The workshop also provided the first opportunity for WaSPP consortium members beyond the core method development group to run the full laboratory workflow and observe its performance on wastewater samples in Cambodia. Working side-by-side, participants applied the two selected concentration methods and followed the entire protocol from sample concentration to sequencing.
As Dr. Mariela Saba Villarroel, Postdoctoral Researcher at Institut Pasteur du Cambodge, explained, the workshop allowed her “connect each step and understand how they contribute to the overall surveillance system in an integrated way."
Integrating into existing processes
Across the world, in the Democratic Republic of the Congo, team members from Institut National de Recherche Biomedicale (INRB) worked with Kirsten Williamson from Biosurv International to learn the protocol, with a particular focus on implementation into existing laboratory work. After comparing both methods, Julie Tuenakoko, a medical biologist at INRB, commented on her preference for the ENF method, saying that it was “simpler and faster than the Ceres method ... it allows you to effectively process several samples in a reduced time and to quickly move on to extraction."

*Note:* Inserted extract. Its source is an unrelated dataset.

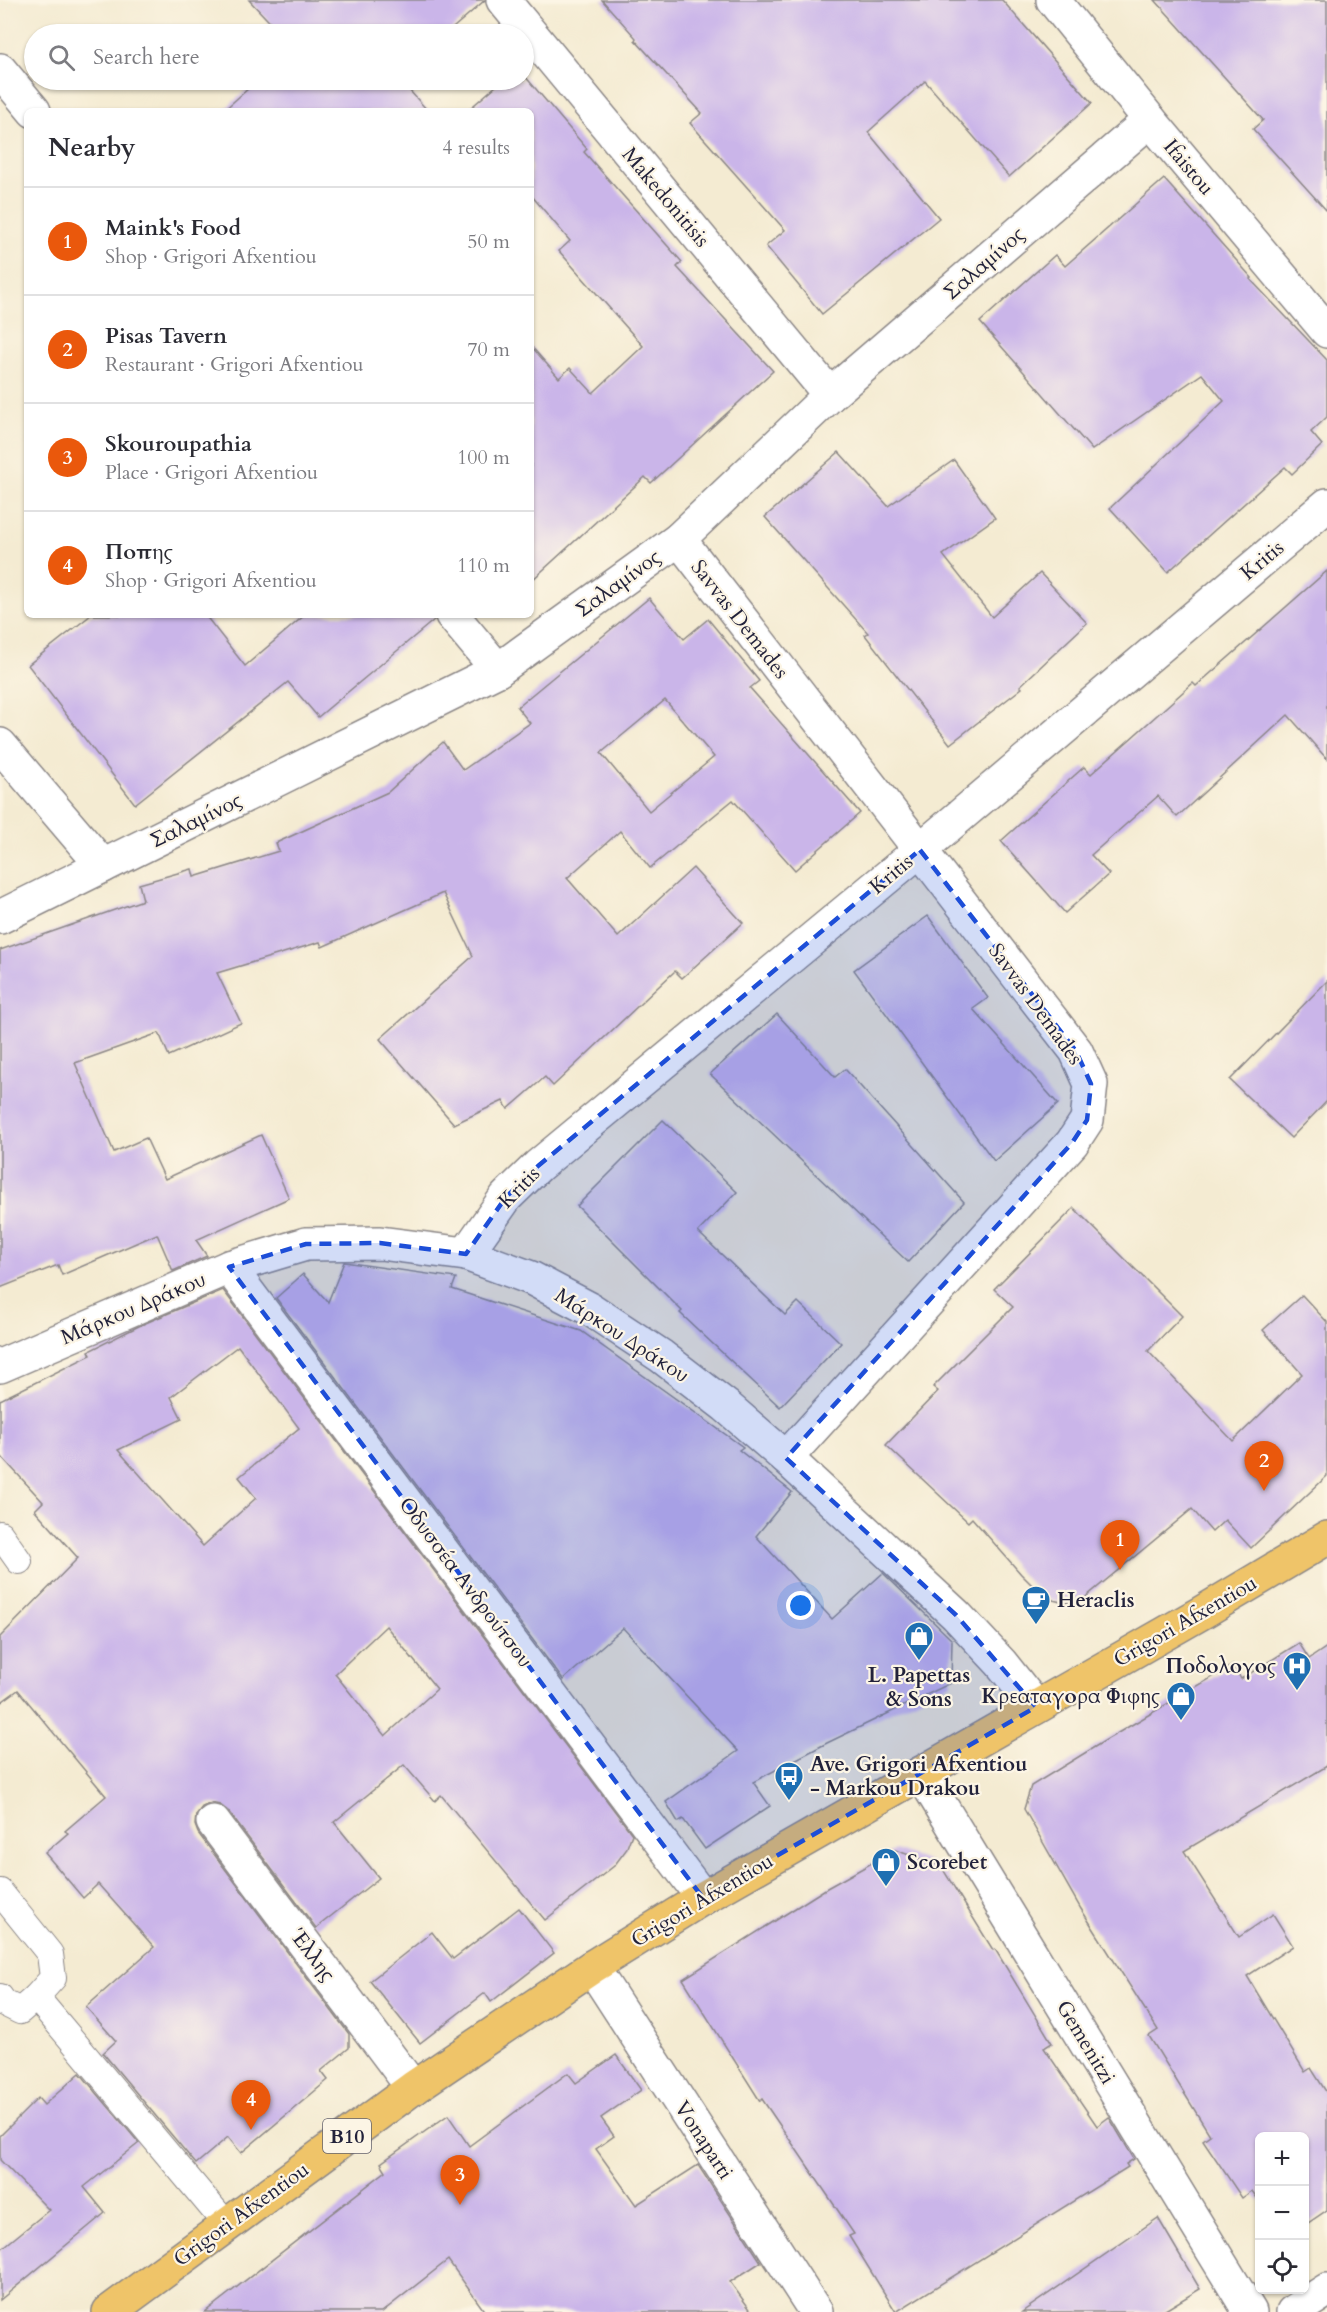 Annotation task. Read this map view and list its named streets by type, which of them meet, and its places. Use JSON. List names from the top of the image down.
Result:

The last of the training workshops took place at the Genomic and Infectious Disease Laboratory (GIDL), Kwame Nkrumah University of Science & Technology (KNUST) in Ghana. Over five days, team members gained practical experience with both the ENF and Ceres concentration methods, performed bioinformatic analysis using bespoke software and successfully completed the full wastewater surveillance workflow.

Learning and improving together
Rather than focusing on results, the workshops centred on observing how method workflows performed in practice across different laboratories. This created space for meaningful two‑way knowledge exchange - between trainers and participants and among participants themselves.
For Endah Supriyati, a PhD student at Universitas Gadjah Mada, the chance to work alongside peers using the same framework was particularly meaningful:
“The opportunity to connect with so many people working within the same framework… People openly shared real‑world challenges, troubleshooting tips, and lessons learned. This stood out to me."
For Kirsten Williamson, her experience of training reinforced the value of bringing diverse laboratory perspectives together:
“It’s always important to run the workflow across different laboratory settings because everyone has a different way of doing things. It’s a great opportunity to share these and learn new tips and tricks from each other. It’s also a valuable moment to identify any potential challenges the lab teams may face in real time and troubleshoot them together”.

For Dr Michael Owusu at Kwame Nkrumah University of Science and Technology, the training represented a significant step forward in GIDL’s ability to conduct independent wastewater-based epidemiological surveillance for emerging and re-emerging viral pathogens in Ghana.
‘The expert trainers from the WaSPP consortium ensured high-quality, standardised knowledge transfer, and the hands-on laboratory format was particularly effective in building participants' confidence and practical competence’ - Dr Michael Owusu.
Beyond the training
By bringing teams into shared laboratory spaces, the consortium created opportunities for real‑time troubleshooting, cross‑country comparison, and collective refinement of methods. These experiences not only improved the performance and usability of the workflow but also empowered laboratories to integrate wastewater surveillance into their existing systems with confidence.
The WaSPP training workshops demonstrated that strengthening wastewater surveillance capacity goes far beyond transferring protocols - it relies on building a collaborative community of scientists who learn, adapt, and problem‑solve together.